▶ _Work instruction_: Check each line of the entries below for the string "translate"; copy every line where it appears.

▶ _Provided records_:
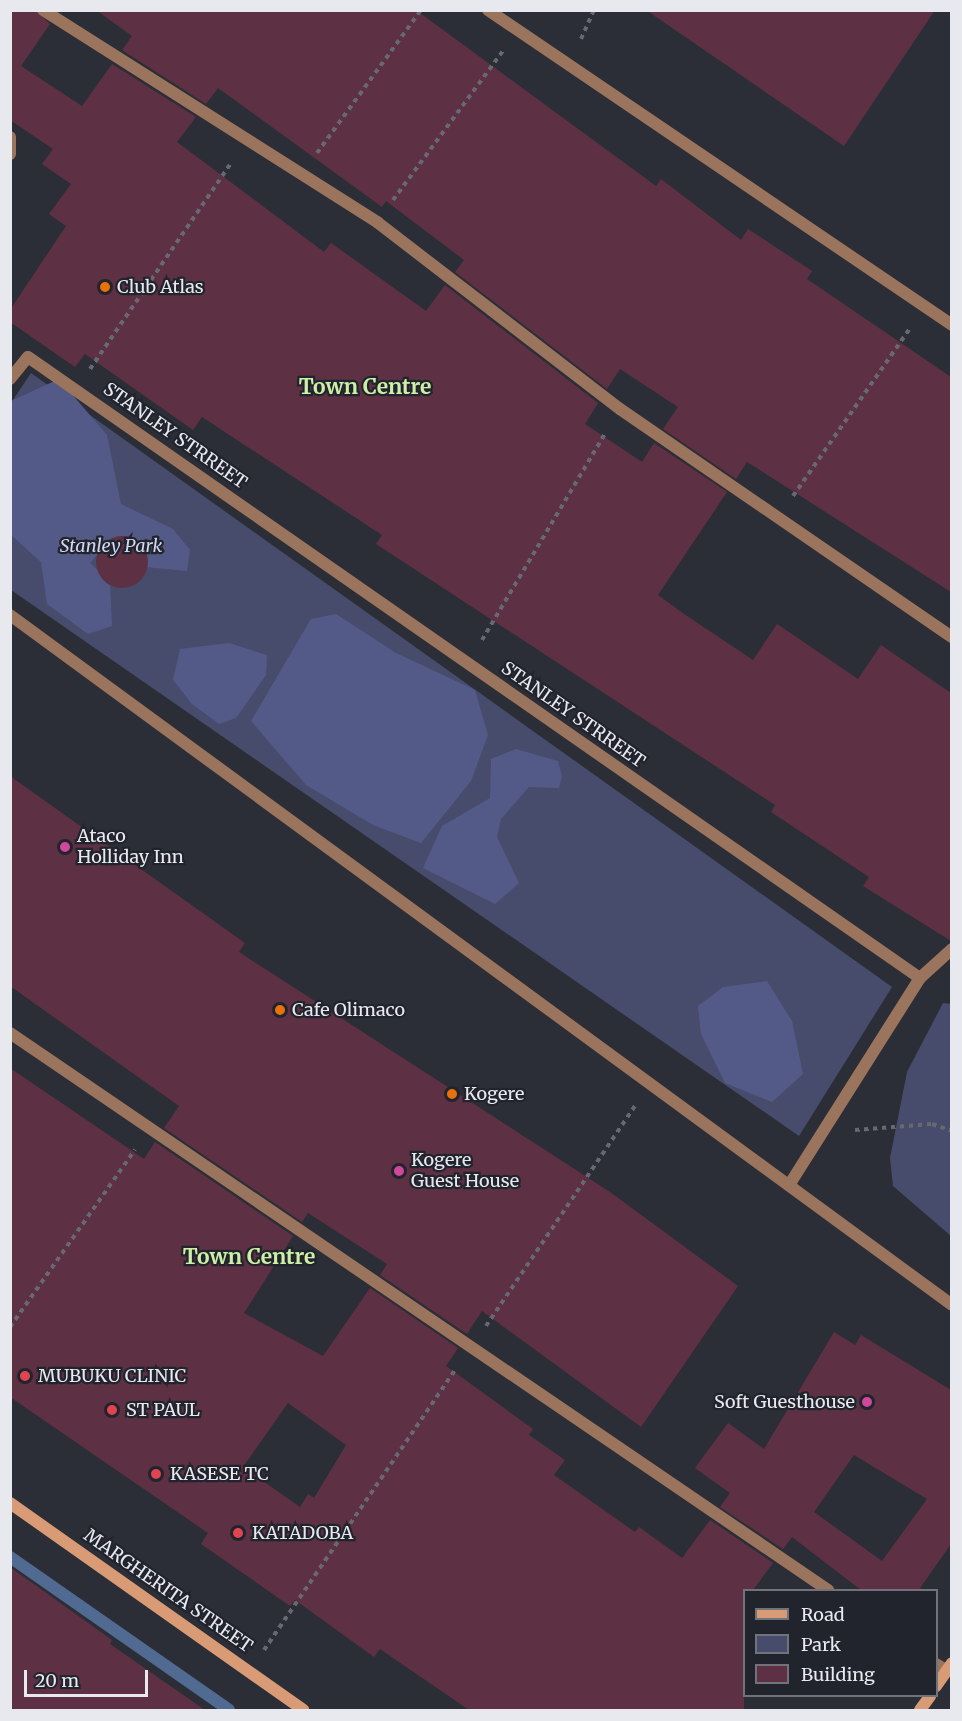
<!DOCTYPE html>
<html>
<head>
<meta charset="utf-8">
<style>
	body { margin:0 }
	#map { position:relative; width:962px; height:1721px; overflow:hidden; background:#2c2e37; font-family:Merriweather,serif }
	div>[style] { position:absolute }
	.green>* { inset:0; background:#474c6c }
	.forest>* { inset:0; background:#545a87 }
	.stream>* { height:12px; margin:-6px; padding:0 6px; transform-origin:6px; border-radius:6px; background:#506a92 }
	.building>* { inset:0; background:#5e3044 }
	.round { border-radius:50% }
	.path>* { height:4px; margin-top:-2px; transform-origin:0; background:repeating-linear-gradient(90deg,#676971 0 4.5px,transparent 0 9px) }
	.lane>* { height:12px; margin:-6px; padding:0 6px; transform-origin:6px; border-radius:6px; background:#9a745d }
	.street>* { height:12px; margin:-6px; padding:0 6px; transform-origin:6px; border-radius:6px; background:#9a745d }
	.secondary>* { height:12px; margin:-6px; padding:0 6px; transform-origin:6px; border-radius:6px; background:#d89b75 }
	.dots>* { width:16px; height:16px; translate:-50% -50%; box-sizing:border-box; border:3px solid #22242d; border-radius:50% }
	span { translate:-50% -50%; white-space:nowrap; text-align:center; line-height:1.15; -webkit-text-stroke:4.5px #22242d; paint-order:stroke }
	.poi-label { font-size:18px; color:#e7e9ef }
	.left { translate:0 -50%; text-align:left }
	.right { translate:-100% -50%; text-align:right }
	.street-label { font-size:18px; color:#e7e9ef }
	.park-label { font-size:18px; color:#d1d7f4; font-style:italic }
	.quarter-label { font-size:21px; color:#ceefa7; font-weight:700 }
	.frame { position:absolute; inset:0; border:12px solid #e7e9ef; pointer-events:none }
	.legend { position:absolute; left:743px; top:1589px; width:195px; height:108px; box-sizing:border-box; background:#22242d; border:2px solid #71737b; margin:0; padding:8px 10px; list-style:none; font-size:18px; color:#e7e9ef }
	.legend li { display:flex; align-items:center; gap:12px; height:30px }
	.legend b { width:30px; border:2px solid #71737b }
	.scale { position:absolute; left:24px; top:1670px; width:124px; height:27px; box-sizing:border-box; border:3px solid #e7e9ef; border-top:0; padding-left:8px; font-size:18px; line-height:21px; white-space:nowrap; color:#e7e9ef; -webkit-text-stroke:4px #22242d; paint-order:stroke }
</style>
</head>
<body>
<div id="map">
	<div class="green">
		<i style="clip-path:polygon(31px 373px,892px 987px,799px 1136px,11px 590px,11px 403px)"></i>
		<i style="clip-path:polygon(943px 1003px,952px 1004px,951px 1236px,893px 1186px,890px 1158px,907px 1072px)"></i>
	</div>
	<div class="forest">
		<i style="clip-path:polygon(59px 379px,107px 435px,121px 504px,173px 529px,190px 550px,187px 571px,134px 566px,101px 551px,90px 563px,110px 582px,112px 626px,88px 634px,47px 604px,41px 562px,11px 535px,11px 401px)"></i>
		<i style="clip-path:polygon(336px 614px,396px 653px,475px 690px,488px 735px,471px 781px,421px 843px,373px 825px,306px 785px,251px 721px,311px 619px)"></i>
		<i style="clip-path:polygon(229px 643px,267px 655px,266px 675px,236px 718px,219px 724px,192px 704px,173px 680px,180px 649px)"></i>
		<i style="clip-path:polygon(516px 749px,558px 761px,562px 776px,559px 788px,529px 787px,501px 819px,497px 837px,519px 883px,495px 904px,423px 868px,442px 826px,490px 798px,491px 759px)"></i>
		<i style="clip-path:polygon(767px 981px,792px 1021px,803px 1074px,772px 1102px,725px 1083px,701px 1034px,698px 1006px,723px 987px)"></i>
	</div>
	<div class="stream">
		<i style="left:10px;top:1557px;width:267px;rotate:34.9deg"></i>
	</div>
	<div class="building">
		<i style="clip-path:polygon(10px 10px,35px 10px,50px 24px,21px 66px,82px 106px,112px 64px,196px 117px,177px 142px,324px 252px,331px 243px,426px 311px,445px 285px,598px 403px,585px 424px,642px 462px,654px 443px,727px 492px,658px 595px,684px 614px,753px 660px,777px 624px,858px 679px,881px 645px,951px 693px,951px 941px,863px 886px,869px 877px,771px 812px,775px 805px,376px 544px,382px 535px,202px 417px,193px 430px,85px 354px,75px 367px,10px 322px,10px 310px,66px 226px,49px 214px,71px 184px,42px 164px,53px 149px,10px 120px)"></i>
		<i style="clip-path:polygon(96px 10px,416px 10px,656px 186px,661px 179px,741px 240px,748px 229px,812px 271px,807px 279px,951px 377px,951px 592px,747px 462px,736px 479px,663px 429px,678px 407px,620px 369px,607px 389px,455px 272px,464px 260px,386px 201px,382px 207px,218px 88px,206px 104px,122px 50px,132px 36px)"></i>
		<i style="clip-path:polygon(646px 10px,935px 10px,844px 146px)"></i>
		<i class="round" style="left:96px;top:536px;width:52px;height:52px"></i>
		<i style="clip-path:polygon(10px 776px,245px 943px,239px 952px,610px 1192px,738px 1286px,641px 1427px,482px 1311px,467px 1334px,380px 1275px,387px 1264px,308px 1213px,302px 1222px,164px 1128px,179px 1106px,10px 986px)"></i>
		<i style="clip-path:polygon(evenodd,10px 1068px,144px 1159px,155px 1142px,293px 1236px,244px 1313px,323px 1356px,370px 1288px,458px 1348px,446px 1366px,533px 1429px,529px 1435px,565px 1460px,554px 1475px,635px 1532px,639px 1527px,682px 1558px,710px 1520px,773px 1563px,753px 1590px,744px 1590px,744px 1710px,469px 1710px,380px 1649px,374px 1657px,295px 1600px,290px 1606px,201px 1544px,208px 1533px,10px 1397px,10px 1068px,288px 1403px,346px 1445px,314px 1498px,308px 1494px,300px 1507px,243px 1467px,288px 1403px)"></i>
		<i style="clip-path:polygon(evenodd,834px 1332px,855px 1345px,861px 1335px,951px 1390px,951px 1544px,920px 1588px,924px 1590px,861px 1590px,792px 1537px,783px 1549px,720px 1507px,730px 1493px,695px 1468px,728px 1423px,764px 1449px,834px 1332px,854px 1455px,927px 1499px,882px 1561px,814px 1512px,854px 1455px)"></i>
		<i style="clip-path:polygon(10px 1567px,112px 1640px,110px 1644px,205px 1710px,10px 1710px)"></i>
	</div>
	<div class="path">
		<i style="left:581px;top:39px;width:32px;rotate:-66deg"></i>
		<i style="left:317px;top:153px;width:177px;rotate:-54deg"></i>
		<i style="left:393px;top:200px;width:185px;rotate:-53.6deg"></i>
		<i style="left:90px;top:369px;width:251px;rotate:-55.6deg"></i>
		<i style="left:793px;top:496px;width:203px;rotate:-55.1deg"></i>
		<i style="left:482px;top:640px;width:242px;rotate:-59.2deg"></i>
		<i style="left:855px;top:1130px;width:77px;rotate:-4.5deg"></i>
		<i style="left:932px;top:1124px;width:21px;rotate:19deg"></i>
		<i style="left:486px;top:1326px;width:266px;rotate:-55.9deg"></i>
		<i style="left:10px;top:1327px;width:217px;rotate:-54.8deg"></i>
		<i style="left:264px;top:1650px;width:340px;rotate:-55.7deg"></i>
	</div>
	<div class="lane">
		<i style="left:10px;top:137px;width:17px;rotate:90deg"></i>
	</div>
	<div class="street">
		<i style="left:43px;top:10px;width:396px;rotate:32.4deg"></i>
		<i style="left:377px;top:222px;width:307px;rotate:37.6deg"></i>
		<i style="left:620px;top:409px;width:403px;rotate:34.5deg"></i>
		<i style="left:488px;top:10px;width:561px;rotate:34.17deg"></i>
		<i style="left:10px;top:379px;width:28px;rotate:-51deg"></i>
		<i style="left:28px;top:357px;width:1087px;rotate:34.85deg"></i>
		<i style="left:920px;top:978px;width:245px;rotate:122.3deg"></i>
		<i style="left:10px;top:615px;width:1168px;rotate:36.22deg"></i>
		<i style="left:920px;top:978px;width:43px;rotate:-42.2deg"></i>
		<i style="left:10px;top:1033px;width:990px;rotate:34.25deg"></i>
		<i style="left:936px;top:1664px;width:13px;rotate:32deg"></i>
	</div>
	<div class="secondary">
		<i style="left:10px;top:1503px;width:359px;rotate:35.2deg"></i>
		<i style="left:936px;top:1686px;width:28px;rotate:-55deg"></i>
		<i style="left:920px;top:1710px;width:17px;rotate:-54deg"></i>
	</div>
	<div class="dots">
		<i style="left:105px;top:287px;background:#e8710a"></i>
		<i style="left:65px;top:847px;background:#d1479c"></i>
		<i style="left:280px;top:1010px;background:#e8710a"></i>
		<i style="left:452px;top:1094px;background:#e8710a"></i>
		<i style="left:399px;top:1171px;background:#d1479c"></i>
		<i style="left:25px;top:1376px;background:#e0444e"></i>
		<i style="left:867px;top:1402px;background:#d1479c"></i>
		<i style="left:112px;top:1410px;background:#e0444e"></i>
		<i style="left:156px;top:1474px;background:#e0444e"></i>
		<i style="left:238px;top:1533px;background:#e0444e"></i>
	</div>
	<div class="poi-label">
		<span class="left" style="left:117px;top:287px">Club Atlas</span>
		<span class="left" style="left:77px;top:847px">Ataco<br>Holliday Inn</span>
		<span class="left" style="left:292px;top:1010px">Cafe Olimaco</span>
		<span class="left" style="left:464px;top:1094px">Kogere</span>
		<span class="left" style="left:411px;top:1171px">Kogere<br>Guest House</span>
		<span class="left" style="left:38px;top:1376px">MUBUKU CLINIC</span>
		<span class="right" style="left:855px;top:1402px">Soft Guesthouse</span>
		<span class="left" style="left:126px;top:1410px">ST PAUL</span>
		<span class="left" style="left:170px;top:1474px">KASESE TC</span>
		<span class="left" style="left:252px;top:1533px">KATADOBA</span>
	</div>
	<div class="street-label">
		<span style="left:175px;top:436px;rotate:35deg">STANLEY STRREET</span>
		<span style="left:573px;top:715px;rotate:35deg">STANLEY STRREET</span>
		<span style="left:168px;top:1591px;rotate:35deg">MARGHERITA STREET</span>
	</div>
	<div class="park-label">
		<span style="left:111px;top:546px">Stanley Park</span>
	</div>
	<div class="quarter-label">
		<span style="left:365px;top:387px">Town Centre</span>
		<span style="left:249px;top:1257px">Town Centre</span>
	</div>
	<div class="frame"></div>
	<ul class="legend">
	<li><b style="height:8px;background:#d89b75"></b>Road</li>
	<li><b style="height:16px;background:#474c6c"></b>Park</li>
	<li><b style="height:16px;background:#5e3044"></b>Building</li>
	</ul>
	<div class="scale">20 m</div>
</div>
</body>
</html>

▶ _Response to this task_:
	.dots>* { width:16px; height:16px; translate:-50% -50%; box-sizing:border-box; border:3px solid #22242d; border-radius:50% }
	span { translate:-50% -50%; white-space:nowrap; text-align:center; line-height:1.15; -webkit-text-stroke:4.5px #22242d; paint-order:stroke }
	.left { translate:0 -50%; text-align:left }
	.right { translate:-100% -50%; text-align:right }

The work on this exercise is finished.